My wife and I have tried very hard to work with our daughter regarding sharing. Somehow, though, despite our best efforts and our going out of our way to never use this word, her new favorite word has lately become, “MINE!” We truly don’t know where she learned the concept of mine or even the word, but she has grabbed hold of it and is refusing to let go.

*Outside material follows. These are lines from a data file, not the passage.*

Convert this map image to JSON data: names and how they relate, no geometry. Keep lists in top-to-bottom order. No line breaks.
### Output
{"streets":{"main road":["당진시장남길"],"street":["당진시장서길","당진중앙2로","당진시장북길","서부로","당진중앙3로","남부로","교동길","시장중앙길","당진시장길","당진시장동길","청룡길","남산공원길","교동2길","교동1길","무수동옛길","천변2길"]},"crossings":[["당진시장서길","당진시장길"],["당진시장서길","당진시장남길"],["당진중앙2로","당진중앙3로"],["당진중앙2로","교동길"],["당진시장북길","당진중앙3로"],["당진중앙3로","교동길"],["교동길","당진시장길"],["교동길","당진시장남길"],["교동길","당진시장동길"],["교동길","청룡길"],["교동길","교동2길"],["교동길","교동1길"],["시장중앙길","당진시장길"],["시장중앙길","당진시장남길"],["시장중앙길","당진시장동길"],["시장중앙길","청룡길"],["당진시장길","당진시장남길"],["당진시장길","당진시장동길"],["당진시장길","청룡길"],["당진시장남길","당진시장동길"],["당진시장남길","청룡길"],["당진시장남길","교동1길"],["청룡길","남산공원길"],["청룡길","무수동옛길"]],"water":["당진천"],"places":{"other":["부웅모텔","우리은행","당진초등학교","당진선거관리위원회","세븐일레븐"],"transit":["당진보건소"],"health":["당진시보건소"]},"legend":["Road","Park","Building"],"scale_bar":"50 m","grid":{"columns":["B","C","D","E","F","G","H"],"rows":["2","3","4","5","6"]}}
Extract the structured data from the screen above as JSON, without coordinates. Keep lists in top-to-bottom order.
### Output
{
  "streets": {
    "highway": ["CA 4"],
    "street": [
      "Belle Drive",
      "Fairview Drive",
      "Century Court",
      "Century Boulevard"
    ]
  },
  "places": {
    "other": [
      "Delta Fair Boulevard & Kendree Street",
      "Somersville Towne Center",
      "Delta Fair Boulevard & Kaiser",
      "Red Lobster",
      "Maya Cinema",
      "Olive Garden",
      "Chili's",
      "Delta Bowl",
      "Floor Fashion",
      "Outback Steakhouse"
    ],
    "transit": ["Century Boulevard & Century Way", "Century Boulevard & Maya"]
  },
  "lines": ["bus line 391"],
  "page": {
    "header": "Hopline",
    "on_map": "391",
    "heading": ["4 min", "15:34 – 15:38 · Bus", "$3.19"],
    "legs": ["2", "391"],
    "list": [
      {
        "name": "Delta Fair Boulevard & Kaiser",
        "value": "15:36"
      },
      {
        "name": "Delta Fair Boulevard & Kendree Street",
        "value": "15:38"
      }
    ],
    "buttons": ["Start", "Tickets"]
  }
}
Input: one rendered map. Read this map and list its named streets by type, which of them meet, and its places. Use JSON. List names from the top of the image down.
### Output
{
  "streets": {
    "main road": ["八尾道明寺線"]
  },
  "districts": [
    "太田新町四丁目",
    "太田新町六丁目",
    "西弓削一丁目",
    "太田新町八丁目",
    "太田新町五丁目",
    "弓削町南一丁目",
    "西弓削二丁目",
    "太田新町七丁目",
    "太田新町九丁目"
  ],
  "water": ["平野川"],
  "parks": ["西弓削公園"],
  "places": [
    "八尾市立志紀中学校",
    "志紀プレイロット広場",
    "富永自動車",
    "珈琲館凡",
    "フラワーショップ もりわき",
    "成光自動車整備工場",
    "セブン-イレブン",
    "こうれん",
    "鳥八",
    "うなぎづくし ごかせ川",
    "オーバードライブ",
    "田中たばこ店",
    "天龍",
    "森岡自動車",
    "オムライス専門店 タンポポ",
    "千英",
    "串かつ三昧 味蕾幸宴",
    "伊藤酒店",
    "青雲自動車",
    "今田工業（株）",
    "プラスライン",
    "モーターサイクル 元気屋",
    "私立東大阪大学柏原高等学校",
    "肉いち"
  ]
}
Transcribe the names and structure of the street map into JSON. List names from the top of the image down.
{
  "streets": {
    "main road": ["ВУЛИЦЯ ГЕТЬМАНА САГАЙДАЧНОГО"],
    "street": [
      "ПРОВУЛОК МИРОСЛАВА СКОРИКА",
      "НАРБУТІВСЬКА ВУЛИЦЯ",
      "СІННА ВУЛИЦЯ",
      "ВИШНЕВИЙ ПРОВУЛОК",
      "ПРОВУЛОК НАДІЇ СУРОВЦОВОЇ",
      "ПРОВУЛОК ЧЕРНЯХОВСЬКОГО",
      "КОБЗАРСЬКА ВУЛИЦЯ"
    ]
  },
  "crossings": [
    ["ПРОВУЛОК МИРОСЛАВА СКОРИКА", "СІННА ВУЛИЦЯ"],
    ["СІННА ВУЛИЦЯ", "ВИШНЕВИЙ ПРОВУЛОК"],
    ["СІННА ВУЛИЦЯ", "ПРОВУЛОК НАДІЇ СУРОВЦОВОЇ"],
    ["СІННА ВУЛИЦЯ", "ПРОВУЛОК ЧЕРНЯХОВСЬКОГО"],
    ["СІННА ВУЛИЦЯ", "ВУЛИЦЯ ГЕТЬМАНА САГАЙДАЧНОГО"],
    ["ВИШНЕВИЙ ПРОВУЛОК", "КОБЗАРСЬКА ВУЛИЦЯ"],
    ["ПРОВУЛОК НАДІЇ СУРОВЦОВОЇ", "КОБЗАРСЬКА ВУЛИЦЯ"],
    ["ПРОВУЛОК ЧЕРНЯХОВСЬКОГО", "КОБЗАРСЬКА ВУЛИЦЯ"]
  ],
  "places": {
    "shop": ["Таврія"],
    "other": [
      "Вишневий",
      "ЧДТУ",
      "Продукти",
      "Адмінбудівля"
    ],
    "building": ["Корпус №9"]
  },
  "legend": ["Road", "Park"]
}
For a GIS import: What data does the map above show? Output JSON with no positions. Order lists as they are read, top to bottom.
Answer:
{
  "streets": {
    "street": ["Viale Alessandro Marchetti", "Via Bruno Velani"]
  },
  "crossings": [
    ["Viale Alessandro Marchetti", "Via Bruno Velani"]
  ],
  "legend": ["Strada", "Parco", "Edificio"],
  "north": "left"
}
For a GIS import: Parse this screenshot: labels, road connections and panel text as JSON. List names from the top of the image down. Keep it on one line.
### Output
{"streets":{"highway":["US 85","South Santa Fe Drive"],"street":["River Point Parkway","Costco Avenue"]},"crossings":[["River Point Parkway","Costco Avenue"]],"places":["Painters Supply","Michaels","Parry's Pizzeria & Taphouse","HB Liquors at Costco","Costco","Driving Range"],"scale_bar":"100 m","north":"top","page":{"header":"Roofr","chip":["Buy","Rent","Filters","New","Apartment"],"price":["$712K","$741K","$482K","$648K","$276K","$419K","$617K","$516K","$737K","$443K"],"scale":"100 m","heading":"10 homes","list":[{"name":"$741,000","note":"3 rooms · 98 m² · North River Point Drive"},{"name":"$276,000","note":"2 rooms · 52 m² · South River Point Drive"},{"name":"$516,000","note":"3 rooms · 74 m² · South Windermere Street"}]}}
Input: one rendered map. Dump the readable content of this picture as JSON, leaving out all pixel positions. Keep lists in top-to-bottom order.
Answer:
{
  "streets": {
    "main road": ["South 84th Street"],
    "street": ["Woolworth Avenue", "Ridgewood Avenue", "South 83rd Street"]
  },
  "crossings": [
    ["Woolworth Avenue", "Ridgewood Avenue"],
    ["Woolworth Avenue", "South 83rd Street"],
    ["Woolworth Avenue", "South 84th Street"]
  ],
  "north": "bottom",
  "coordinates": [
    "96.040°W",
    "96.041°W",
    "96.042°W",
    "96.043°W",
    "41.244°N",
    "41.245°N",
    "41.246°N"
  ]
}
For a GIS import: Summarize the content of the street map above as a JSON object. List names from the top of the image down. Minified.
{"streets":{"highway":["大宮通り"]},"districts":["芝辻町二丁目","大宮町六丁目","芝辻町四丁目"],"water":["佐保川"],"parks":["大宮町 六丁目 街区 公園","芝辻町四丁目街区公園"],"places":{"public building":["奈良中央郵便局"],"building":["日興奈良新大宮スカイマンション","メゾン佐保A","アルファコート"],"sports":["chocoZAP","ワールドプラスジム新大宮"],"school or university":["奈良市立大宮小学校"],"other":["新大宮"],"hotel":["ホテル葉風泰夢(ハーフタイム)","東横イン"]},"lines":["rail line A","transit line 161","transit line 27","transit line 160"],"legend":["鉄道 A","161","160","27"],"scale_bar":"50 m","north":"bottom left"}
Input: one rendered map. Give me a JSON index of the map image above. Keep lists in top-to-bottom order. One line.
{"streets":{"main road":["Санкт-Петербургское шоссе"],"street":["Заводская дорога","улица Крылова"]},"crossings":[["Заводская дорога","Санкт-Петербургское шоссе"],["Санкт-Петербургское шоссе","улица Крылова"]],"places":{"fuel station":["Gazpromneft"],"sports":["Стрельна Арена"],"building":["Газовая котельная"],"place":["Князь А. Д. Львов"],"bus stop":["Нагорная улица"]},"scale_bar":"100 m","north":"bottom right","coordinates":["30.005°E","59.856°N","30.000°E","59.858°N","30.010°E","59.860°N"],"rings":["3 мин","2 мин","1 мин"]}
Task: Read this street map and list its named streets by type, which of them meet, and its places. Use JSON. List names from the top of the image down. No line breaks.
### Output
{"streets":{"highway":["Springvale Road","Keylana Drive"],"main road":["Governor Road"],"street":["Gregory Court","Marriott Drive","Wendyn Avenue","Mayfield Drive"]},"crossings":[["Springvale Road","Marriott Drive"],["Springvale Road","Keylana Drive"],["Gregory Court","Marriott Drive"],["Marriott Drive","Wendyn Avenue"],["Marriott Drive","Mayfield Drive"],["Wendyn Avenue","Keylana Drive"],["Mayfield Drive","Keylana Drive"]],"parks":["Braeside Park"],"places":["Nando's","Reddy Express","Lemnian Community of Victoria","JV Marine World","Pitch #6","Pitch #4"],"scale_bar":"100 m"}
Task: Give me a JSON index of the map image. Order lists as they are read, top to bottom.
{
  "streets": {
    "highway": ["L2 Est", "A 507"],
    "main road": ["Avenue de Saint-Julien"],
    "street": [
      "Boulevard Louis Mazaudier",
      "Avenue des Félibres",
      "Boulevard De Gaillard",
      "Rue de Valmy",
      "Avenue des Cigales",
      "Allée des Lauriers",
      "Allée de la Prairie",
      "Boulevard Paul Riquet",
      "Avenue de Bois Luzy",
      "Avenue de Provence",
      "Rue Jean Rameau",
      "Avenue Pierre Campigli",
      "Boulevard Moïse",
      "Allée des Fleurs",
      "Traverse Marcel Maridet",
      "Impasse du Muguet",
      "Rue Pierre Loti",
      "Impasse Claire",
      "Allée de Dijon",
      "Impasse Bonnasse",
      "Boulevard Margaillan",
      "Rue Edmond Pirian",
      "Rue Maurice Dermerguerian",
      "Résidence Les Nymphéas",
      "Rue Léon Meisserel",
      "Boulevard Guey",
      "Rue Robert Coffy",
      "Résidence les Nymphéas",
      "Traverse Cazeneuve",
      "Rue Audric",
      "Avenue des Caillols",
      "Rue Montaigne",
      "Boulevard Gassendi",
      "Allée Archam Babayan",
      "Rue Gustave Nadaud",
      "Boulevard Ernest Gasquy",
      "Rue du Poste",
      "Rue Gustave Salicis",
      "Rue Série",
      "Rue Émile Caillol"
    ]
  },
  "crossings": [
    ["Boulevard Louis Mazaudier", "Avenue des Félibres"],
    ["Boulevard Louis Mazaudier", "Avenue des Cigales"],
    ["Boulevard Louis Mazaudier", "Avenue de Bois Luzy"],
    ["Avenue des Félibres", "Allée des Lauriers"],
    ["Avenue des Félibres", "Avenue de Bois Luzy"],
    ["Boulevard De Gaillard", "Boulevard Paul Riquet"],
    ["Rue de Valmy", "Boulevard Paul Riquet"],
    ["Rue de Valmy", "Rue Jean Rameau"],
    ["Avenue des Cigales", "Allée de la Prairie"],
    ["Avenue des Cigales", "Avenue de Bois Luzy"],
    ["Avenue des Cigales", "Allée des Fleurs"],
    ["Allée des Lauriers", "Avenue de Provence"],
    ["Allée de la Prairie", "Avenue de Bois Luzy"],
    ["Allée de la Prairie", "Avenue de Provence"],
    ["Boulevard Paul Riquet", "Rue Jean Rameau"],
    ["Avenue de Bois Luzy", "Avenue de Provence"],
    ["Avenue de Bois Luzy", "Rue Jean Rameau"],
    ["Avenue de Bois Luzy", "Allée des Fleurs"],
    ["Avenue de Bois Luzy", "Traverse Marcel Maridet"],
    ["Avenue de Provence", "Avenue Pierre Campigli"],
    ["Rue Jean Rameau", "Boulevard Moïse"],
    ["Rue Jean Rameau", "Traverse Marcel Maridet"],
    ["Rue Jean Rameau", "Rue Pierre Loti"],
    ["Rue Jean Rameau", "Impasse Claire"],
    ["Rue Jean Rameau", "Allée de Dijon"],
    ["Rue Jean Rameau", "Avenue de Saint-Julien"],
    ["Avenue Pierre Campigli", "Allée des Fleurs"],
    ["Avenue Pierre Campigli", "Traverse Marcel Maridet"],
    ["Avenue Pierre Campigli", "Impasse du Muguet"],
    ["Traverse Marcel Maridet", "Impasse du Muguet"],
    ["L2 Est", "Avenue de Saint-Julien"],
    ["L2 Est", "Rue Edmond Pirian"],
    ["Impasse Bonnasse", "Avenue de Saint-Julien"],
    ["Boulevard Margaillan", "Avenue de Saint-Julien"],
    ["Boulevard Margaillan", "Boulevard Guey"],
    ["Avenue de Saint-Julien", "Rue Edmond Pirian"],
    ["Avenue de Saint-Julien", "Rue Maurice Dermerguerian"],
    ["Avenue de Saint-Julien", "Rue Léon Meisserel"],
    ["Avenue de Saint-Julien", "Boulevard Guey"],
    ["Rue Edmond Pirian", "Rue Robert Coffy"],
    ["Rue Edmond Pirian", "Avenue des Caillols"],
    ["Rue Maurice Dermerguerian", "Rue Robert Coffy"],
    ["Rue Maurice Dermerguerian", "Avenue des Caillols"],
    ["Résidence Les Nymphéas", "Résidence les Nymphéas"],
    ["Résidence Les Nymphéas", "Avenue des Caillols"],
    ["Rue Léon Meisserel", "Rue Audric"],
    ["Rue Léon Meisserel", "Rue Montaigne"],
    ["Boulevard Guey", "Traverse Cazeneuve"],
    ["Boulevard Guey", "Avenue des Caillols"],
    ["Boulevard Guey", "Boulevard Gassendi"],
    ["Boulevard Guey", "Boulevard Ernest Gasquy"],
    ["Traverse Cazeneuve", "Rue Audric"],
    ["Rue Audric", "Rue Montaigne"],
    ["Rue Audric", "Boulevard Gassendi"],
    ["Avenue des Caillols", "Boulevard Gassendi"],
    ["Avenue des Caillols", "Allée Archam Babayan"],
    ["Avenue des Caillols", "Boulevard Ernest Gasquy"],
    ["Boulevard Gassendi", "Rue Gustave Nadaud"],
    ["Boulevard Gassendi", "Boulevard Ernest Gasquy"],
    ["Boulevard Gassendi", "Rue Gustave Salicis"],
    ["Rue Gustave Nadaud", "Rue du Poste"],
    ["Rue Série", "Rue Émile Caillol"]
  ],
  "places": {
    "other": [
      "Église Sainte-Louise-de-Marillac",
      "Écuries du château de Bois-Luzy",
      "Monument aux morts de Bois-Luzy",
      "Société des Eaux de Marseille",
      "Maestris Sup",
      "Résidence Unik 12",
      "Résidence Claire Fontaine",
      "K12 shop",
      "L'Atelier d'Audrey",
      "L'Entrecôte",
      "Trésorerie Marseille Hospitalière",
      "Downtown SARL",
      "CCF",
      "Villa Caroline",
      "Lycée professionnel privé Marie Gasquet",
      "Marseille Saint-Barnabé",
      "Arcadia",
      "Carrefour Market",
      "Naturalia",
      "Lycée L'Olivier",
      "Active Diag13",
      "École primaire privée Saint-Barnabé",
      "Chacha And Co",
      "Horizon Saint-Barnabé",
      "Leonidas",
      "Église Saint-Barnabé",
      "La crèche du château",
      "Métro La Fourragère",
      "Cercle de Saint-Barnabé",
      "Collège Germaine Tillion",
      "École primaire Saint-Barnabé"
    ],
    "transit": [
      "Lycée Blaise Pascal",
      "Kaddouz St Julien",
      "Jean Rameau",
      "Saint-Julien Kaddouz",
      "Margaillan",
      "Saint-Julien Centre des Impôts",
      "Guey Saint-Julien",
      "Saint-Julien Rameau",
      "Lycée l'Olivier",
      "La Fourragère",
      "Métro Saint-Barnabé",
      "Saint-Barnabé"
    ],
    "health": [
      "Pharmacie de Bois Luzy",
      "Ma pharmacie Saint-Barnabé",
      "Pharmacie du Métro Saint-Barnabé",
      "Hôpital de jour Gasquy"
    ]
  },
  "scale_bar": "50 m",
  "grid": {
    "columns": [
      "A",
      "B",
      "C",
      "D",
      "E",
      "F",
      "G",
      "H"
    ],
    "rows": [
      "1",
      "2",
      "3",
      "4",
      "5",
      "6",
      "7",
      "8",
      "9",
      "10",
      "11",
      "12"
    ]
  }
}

I have yet to determine the best way to handle this, but I’ve resorted to removing from her possession anything that she grabs with a strenuous “MINE!” and telling her it’s not hers and she can have it back when she asks nicely. Sometimes, it’s clear to me she’s only pulling the mine-card because she’s in a foul mood and is bent on arguing with me about anything that happens to be within finger’s reach. What’s frustrating to me, beyond the arguments that are bound to follow that first shout of the dreaded new word, is that some of the items she’s insistent are hers I don’t actually mind her having at that moment, but I feel I can’t reward this very negative behavior, so I take it from her and say it’s not hers and she can have it back when she stops yelling and says, “Please.”
I don’t believe there’s much else to be done to address this very common problem at the age of two-and-change, as more complex concepts and reasons behind social cues are probably not within her repertoire at this moment, but I feel I’m at least laying a good foundation that it’s not acceptable to grab things without asking and that she can’t have everything she wants simply because she demands them.